= What you are asked to do =
Look through the records, and wherever the string "order" turns up, copy out that line.

= Data for this task =
Start of Block

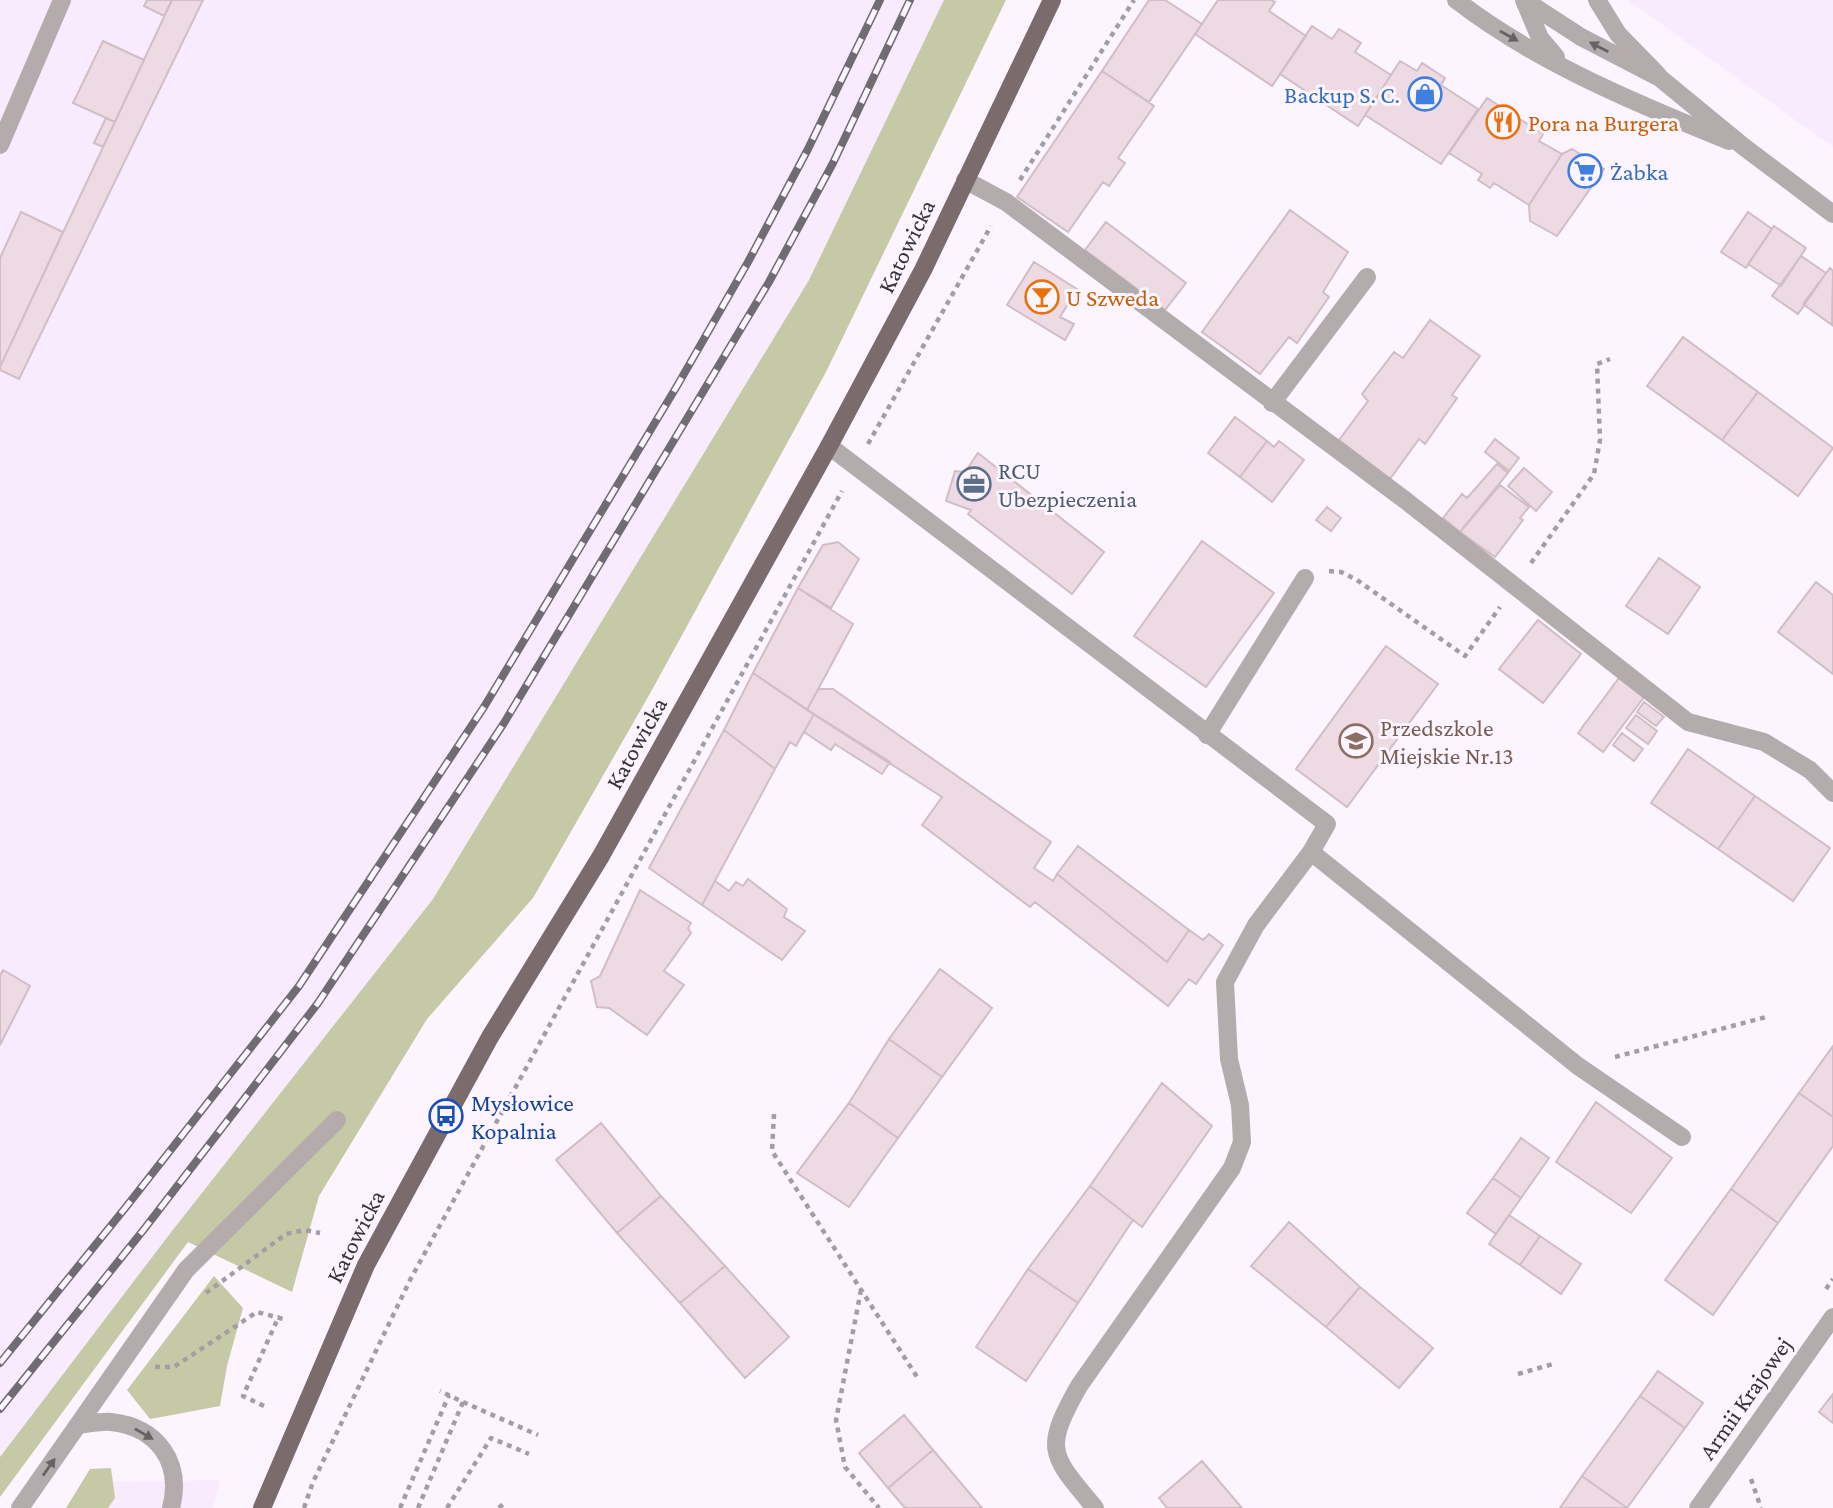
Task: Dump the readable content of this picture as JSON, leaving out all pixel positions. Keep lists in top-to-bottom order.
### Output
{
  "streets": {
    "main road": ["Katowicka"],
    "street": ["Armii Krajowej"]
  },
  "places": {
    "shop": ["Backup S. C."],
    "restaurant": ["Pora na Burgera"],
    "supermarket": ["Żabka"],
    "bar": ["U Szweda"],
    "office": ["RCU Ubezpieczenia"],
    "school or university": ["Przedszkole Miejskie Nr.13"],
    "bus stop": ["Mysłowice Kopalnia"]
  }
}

End of Block
Start of Block

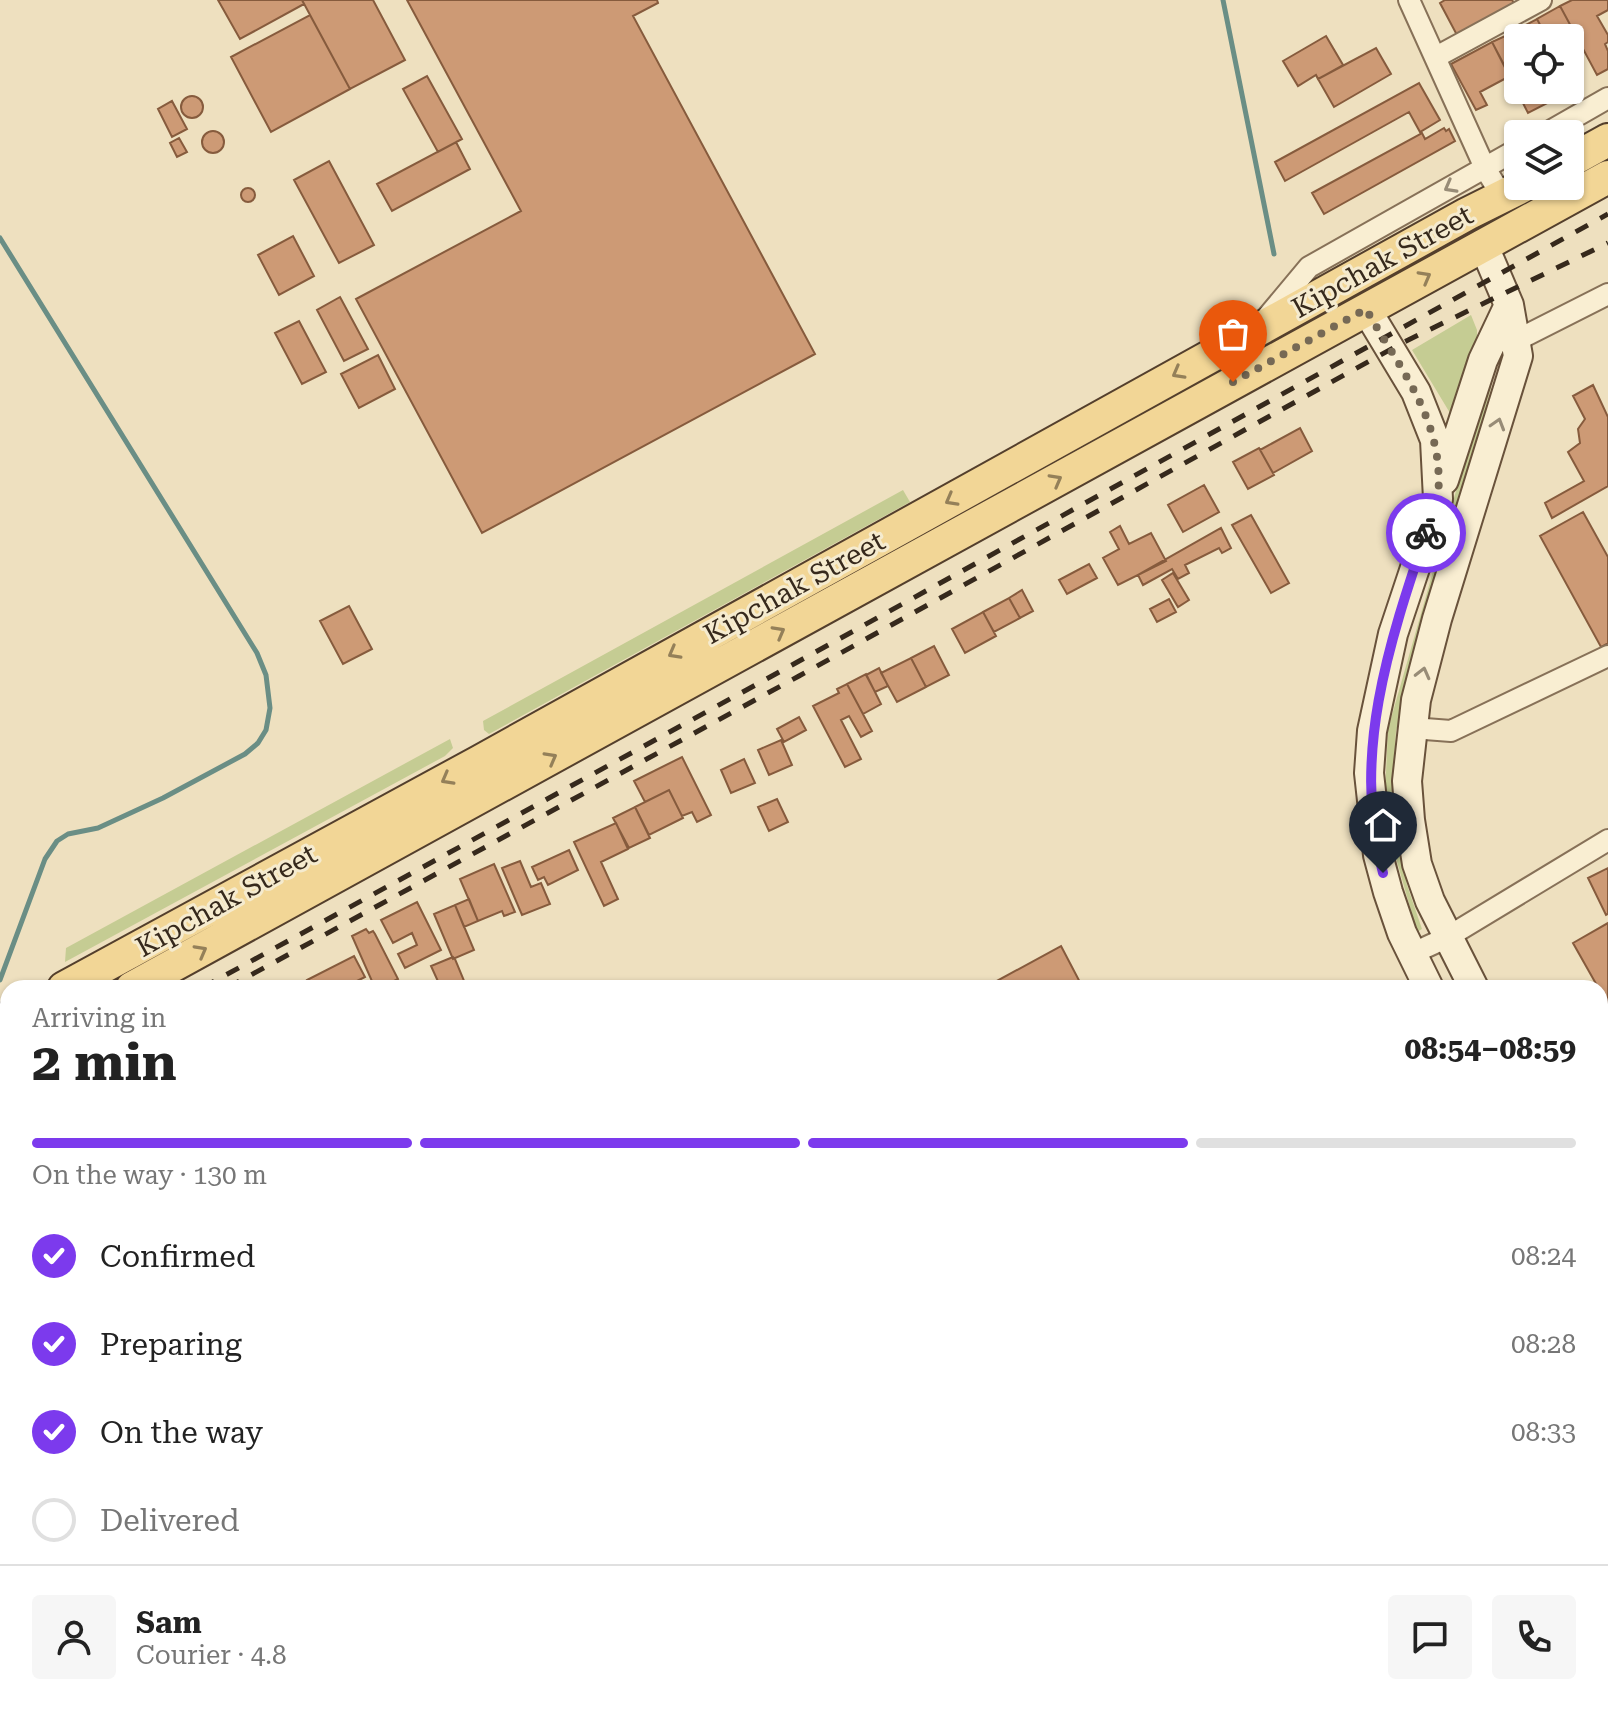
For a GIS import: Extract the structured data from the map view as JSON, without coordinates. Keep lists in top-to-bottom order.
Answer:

End of Block

= Exercise response =
Task: Dump the readable content of this picture as JSON, leaving out all pixel positions. Keep lists in top-to-bottom order.
For a GIS import: Extract the structured data from the map view as JSON, without coordinates. Keep lists in top-to-bottom order.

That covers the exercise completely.